What is the most efficient string concatenation method in Python?

Question:

Is there an efficient mass string concatenation method in Python (like StringBuilder in C# or StringBuffer in Java)?

I found following methods here:

  • Simple concatenation using +
  • Using a string list and the join method
  • Using UserString from the MutableString module
  • Using a character array and the array module
  • Using cStringIO from the StringIO module

What should be used and why?

(A related question is here.)

Asked By: mshsayem

||

Answers:

''.join(sequence_of_strings) is what usually works best – simplest and fastest.

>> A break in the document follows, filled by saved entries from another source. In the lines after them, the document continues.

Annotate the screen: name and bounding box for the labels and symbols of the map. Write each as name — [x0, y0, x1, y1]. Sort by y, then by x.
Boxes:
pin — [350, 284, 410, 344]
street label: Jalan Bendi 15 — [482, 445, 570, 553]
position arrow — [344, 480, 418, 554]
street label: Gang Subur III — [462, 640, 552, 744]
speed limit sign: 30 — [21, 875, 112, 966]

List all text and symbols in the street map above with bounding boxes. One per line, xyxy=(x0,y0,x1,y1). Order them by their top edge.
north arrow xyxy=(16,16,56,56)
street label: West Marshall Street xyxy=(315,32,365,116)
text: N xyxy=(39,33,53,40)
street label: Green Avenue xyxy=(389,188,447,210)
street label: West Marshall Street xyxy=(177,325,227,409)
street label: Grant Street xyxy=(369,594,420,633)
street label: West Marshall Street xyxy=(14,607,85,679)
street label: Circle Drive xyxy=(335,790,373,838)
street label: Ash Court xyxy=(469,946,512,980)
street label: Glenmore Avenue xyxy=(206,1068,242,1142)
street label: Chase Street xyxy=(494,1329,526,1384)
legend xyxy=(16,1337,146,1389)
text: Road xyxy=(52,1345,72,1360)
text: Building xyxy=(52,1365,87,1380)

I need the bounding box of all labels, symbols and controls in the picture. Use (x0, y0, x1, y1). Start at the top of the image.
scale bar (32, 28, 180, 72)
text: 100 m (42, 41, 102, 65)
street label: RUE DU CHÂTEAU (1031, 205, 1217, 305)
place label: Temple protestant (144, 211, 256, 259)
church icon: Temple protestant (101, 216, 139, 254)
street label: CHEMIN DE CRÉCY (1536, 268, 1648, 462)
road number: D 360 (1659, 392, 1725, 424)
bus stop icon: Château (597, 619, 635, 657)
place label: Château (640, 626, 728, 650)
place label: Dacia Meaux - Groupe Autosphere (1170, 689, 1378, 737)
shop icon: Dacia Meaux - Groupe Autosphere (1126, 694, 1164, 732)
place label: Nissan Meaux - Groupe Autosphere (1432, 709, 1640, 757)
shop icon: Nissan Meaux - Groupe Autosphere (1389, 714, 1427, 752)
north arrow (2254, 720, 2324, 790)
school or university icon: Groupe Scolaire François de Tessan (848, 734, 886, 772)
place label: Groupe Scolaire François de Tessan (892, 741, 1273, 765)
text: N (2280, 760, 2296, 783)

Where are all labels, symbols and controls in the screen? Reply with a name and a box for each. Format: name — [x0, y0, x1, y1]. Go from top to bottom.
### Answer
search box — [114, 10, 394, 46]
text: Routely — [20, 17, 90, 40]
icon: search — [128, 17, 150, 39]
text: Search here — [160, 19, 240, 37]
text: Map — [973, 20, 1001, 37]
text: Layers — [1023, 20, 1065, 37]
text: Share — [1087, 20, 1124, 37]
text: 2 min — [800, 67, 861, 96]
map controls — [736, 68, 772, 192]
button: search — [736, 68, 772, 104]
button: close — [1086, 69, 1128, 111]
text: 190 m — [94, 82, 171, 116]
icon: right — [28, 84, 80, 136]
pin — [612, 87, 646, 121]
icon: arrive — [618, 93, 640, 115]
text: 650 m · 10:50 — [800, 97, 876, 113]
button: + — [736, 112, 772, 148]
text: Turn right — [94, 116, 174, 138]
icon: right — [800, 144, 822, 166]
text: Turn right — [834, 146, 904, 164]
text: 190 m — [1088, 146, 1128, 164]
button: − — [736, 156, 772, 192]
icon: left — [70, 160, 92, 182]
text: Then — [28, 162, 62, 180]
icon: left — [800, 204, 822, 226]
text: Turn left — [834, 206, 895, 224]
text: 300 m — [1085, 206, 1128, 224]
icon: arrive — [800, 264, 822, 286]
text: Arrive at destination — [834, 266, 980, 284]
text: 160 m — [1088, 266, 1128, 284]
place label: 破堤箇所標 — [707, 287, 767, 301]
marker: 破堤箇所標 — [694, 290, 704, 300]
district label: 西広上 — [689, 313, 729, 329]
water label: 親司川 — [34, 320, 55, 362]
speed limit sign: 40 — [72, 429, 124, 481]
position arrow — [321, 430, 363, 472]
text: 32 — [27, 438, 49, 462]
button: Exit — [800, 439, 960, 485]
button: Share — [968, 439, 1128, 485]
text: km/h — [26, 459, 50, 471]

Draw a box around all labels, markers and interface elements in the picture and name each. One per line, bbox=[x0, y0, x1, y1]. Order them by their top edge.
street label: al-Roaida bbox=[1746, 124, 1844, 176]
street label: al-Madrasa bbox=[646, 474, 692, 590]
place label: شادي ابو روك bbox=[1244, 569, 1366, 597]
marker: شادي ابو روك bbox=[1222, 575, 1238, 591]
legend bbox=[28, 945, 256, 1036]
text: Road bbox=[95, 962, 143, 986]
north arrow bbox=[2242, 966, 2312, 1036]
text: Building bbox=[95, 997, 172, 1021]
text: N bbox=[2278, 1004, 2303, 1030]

Answered By: Alex Martelli

You may be interested in this: An optimization anecdote by Guido. Although it is worth remembering also that this is an old article and it predates the existence of things like ''.join (although I guess string.joinfields is more-or-less the same)

On the strength of that, the array module may be fastest if you can shoehorn your problem into it. But ''.join is probably fast enough and has the benefit of being idiomatic and thus easier for other Python programmers to understand.

Finally, the golden rule of optimization: don’t optimize unless you know you need to, and measure rather than guessing.

You can measure different methods using the timeit module. That can tell you which is fastest, instead of random strangers on the Internet making guesses.

Answered By: John Fouhy

It depends on what you’re doing.

After Python 2.5, string concatenation with the + operator is pretty fast. If you’re just concatenating a couple of values, using the + operator works best:

>>> x = timeit.Timer(stmt="'a' + 'b'")
>>> x.timeit()
0.039999961853027344

>>> x = timeit.Timer(stmt="''.join(['a', 'b'])")
>>> x.timeit()
0.76200008392333984

However, if you’re putting together a string in a loop, you’re better off using the list joining method:

>>> join_stmt = """
... joined_str = ''
... for i in xrange(100000):
...   joined_str += str(i)
... """
>>> x = timeit.Timer(join_stmt)
>>> x.timeit(100)
13.278000116348267

>>> list_stmt = """
... str_list = []
... for i in xrange(100000):
...   str_list.append(str(i))
... ''.join(str_list)
... """
>>> x = timeit.Timer(list_stmt)
>>> x.timeit(100)
12.401000022888184

…but notice that you have to be putting together a relatively high number of strings before the difference becomes noticeable.

Answered By: Jason Baker

I ran into a situation where I needed to have an appendable string of unknown size. These are the benchmark results (python 2.7.3):

$ python -m timeit -s 's=""' 's+="a"'
10000000 loops, best of 3: 0.176 usec per loop

$ python -m timeit -s 's=[]' 's.append("a")'
10000000 loops, best of 3: 0.196 usec per loop

$ python -m timeit -s 's=""' 's="".join((s,"a"))'
100000 loops, best of 3: 16.9 usec per loop

$ python -m timeit -s 's=""' 's="%s%s"%(s,"a")'
100000 loops, best of 3: 19.4 usec per loop

This seems to show that ‘+=’ is the fastest. The results from the skymind link are a bit out of date.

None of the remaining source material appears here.